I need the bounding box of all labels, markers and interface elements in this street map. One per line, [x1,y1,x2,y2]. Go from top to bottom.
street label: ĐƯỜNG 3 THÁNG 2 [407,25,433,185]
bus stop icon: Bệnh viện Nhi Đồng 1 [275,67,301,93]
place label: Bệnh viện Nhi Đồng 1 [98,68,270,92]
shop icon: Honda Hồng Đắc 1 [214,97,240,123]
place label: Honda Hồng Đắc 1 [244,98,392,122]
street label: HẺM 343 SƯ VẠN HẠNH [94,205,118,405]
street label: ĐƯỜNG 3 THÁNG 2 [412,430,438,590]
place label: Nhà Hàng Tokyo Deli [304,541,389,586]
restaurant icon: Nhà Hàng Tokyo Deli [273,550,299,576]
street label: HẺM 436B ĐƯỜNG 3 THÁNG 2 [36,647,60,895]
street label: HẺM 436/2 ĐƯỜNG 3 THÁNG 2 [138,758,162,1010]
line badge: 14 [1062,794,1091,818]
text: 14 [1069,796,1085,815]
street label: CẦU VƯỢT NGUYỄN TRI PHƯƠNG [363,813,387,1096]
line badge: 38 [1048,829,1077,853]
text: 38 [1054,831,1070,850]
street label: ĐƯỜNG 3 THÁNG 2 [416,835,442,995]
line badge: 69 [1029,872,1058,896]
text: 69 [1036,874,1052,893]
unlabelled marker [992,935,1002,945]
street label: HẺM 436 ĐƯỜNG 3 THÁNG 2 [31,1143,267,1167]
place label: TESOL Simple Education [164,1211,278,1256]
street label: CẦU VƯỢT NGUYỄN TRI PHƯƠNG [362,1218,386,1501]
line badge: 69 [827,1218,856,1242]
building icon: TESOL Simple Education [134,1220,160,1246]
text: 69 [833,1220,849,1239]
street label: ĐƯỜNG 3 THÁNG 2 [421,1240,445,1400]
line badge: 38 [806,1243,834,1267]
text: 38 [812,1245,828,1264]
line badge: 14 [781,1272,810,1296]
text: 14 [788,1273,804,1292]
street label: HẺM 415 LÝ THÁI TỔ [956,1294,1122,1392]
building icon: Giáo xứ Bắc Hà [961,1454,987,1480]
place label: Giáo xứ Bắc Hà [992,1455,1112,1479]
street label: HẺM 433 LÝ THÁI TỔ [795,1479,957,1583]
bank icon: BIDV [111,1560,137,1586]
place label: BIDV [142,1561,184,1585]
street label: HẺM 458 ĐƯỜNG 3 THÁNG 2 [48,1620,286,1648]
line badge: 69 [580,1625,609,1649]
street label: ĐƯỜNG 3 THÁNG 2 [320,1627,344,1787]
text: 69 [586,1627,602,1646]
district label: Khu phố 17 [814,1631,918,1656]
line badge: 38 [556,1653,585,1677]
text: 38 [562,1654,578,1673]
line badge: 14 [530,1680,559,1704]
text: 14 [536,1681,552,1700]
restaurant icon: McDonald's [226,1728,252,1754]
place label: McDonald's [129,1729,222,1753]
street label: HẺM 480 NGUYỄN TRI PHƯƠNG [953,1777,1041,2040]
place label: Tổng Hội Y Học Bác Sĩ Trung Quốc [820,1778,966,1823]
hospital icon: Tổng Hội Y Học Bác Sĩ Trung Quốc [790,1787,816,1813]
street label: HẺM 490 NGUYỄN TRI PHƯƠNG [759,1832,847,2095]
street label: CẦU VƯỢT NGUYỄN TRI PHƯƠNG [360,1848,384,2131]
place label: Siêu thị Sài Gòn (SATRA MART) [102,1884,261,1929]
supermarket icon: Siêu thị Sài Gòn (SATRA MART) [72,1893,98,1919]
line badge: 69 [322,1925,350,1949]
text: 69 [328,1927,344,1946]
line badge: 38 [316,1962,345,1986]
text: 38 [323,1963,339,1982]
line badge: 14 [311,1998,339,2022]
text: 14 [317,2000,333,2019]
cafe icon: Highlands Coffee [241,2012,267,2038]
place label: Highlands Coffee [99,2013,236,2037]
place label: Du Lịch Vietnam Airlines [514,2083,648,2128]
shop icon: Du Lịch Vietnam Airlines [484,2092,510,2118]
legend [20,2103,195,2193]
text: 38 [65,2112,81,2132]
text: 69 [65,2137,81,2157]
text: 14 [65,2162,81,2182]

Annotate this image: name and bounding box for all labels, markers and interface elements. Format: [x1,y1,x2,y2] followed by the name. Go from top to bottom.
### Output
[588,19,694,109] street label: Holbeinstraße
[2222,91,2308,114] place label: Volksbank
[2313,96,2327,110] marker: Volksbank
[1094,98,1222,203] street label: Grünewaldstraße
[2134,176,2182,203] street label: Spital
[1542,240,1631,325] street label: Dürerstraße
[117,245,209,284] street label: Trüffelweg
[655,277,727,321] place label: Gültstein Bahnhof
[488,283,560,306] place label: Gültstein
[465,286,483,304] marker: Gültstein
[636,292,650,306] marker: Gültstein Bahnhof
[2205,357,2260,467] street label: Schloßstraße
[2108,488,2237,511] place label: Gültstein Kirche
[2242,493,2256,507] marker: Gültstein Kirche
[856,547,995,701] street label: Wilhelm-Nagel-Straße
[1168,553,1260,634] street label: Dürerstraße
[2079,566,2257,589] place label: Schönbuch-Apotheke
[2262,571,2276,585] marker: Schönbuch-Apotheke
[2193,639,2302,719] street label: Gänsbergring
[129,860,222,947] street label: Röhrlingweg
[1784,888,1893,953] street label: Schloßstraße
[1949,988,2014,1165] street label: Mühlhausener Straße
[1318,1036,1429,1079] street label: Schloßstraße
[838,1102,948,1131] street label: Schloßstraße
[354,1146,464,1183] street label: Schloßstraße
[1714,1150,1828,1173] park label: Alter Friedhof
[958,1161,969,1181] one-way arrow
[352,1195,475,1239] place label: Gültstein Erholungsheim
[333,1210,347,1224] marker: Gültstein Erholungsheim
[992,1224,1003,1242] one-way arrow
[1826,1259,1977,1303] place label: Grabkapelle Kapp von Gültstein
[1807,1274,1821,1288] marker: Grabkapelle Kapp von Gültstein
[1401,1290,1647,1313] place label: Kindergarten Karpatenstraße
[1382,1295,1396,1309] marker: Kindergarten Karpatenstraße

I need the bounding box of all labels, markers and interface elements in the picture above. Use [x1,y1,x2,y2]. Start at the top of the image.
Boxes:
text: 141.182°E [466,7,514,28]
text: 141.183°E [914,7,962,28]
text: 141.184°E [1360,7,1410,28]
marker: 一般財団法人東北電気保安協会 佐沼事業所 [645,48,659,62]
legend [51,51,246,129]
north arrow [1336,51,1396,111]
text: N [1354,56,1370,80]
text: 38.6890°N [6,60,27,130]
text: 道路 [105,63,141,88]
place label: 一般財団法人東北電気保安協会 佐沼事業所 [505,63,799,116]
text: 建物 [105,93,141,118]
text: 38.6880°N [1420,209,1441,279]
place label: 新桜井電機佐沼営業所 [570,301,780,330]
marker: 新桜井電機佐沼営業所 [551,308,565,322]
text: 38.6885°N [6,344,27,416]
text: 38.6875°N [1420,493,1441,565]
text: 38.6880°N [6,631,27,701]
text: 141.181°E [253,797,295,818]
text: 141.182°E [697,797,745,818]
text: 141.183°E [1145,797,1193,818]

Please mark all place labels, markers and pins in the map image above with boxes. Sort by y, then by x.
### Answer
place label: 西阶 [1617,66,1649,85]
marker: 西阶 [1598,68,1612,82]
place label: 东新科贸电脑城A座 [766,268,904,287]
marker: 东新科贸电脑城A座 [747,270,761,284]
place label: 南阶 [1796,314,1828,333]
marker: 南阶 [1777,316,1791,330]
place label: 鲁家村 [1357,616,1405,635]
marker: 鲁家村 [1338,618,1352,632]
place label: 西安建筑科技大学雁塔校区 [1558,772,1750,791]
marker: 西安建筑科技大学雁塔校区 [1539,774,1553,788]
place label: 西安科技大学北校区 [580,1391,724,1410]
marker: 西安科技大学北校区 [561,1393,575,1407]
○ ○ ○
Task statement
Copy out every line from the material above where the string "西安科技大学北校区" turns up.

Task solution
place label: 西安科技大学北校区 [580,1391,724,1410]
marker: 西安科技大学北校区 [561,1393,575,1407]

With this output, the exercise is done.